Mathieu uses the word “mindful” a lot these days when talking about returning from the first major injury of his football career. In the NFL, it’s hard to play any position, but especially defensive back, at less than full health.

“Maybe back in high school you could try to stiff-arm five people and make a big play,” Mathieu said. “You just have to be mindful that this is the NFL. Those guys don’t ever stop coming after you. I think the key is you want to take care of your body and just have that veteran mind-set.

“This has helped me become more of a veteran, see it as a career and not just as a season or a game or two. I definitely have to be mindful of being 100 percent and finishing each and every season.”
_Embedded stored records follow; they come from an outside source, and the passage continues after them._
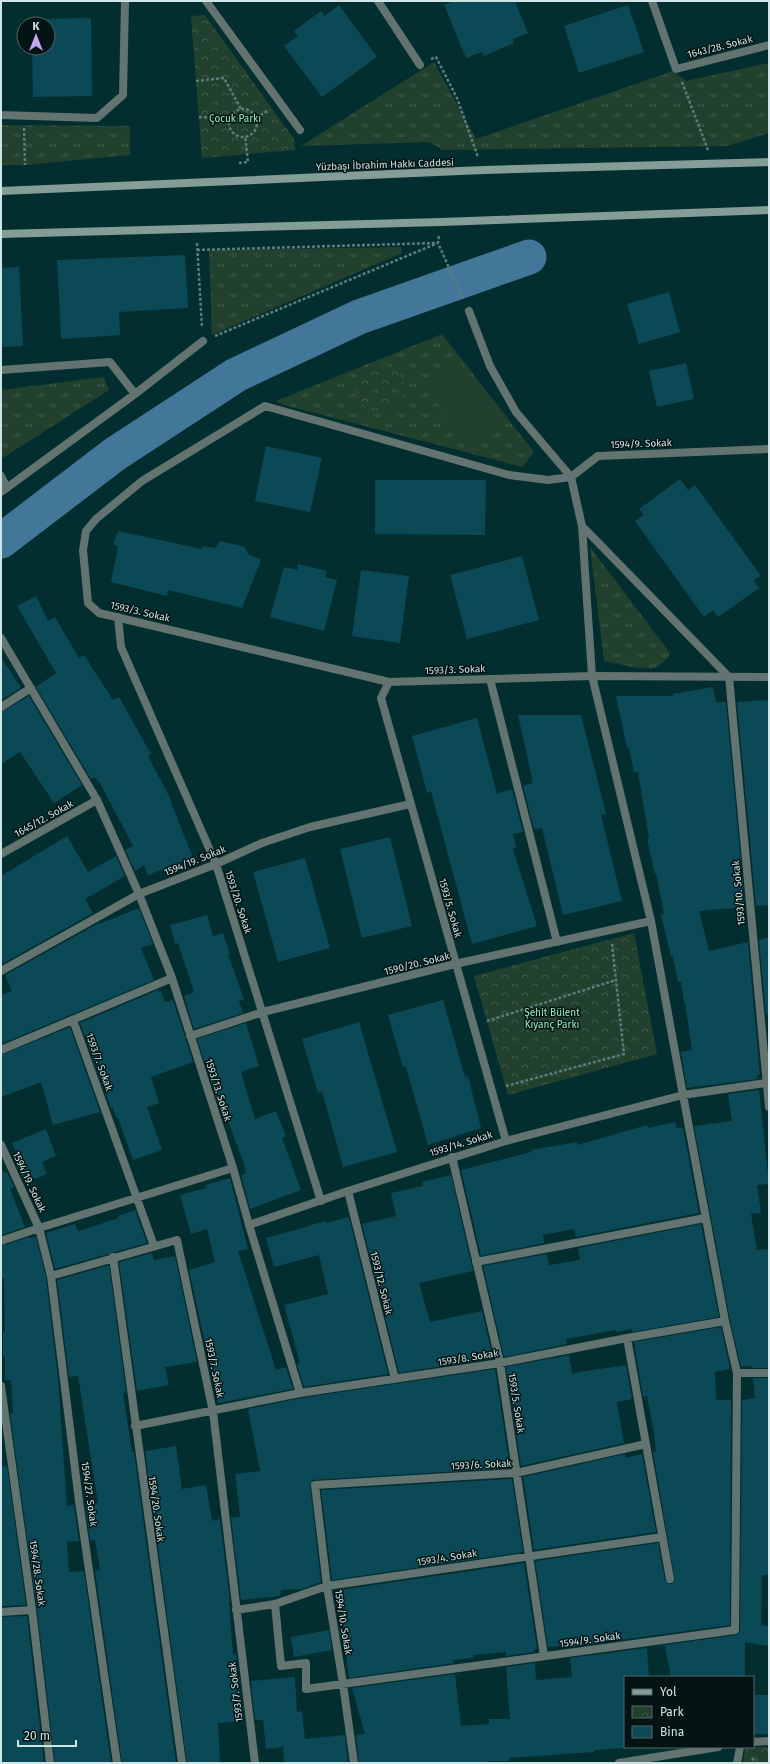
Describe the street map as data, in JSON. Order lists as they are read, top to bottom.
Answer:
{
  "streets": {
    "main road": ["Yüzbaşı İbrahim Hakkı Caddesi"],
    "street": [
      "1643/28. Sokak",
      "1594/9. Sokak",
      "1593/3. Sokak",
      "1645/12. Sokak",
      "1594/19. Sokak",
      "1593/10. Sokak",
      "1593/20. Sokak",
      "1593/5. Sokak",
      "1590/20. Sokak",
      "1593/7. Sokak",
      "1593/13. Sokak",
      "1593/14. Sokak",
      "1593/12. Sokak",
      "1593/8. Sokak",
      "1593/6. Sokak",
      "1594/27. Sokak",
      "1594/20. Sokak",
      "1593/4. Sokak",
      "1594/28. Sokak",
      "1594/10. Sokak"
    ]
  },
  "crossings": [
    ["1594/9. Sokak", "1593/3. Sokak"],
    ["1594/9. Sokak", "1593/5. Sokak"],
    ["1594/9. Sokak", "1593/4. Sokak"],
    ["1594/9. Sokak", "1594/10. Sokak"],
    ["1593/3. Sokak", "1593/10. Sokak"],
    ["1593/3. Sokak", "1593/20. Sokak"],
    ["1593/3. Sokak", "1593/5. Sokak"],
    ["1645/12. Sokak", "1593/13. Sokak"],
    ["1594/19. Sokak", "1593/20. Sokak"],
    ["1594/19. Sokak", "1593/5. Sokak"],
    ["1594/19. Sokak", "1593/13. Sokak"],
    ["1594/19. Sokak", "1594/27. Sokak"],
    ["1593/10. Sokak", "1593/14. Sokak"],
    ["1593/20. Sokak", "1590/20. Sokak"],
    ["1593/20. Sokak", "1593/14. Sokak"],
    ["1593/5. Sokak", "1590/20. Sokak"],
    ["1593/5. Sokak", "1593/14. Sokak"],
    ["1593/5. Sokak", "1593/8. Sokak"],
    ["1593/5. Sokak", "1593/6. Sokak"],
    ["1593/5. Sokak", "1593/4. Sokak"],
    ["1590/20. Sokak", "1593/13. Sokak"],
    ["1593/7. Sokak", "1593/8. Sokak"],
    ["1593/7. Sokak", "1593/4. Sokak"],
    ["1593/13. Sokak", "1593/14. Sokak"],
    ["1593/13. Sokak", "1593/8. Sokak"],
    ["1593/14. Sokak", "1593/12. Sokak"],
    ["1593/12. Sokak", "1593/8. Sokak"],
    ["1593/8. Sokak", "1594/20. Sokak"],
    ["1593/6. Sokak", "1594/10. Sokak"],
    ["1593/4. Sokak", "1594/10. Sokak"]
  ],
  "parks": ["Çocuk Parkı", "Şehit Bülent Kıyanç Parkı"],
  "legend": ["Yol", "Park", "Bina"],
  "scale_bar": "20 m",
  "north": "top"
}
That doesn’t mean there haven’t been dark days or that going months without running doesn’t exact a mental toll.

And Mathieu knows it won’t be easy not being on the field when the Cardinals open training camp in late July.

“Those are times when a team comes together, when it picks its leaders,” he said. “They know who is going to come to play on Sundays. It’s just that preseason, that camp vibe that you just got to have with your teammates.”

It’s that passion for the game that helped convince the Cardinals to take Mathieu in the third round a year ago.

He came with more baggage than an international flight, having been suspended his final year at LSU for problems associated with marijuana.

Mathieu quickly won over people in Arizona by admitting his mistakes and blaming no one else for them. Many of his teammates treat him like a little brother, and his play as a rookie made Arians and General Manager Steve Keim look like personnel gurus.

That passion has served him well in returning from the injury, too. In the first days of his rehabilitation, Mathieu tried to get coaches to watch game video with him, a violation of the NFL’s collective-bargaining agreement with the players union.

That can’t happen until April 21, when the team’s off-season program starts.

“We have to run the guy out of the building; he’s over here all the time,” Keim said. “I’m at the (scouting) combine timing players and I’m getting texts from Tyrann telling me who he thinks looks good, whether he thinks this guy is a dog or not, whether this can guy can play.

“So not only is he our nickel, our safety and one of our corners, I refer to him as one of our recruiting coordinators.”

Mathieu has relied on many people to help him through the rehabilitation process. Quarterback Carson Palmer, who suffered a similar injury in the 2005 postseason, has told Mathieu what he can expect to go through, mentally and physically, in returning.

There are a handful of teammates going through rehabilitation now, including guard Jonathan Cooper and outside linebacker Alex Okafor, members of the same draft class. So Mathieu has company in workouts at the team’s Tempe facility.

Mathieu’s girlfriend, Sydni Russell, the stepdaughter of defensive coordinator Todd Bowles, has been there all along, too.

“These past couple months, I’ve been asking her to do a whole lot,” Mathieu said. “She’s been real patient with me.”

While Mathieu is proud of himself for the way he’s handled the months after the injury, there have been difficult times. It drove him crazy to watch the Cardinals victory in Seattle because, “That was a playoff atmosphere.”

And sometimes just seeing people playing basketball at a local park makes him melancholy.

“I usually hopped out of the car and went to play with them,” he said, “but now I have to be mindful that I can’t do that right now.”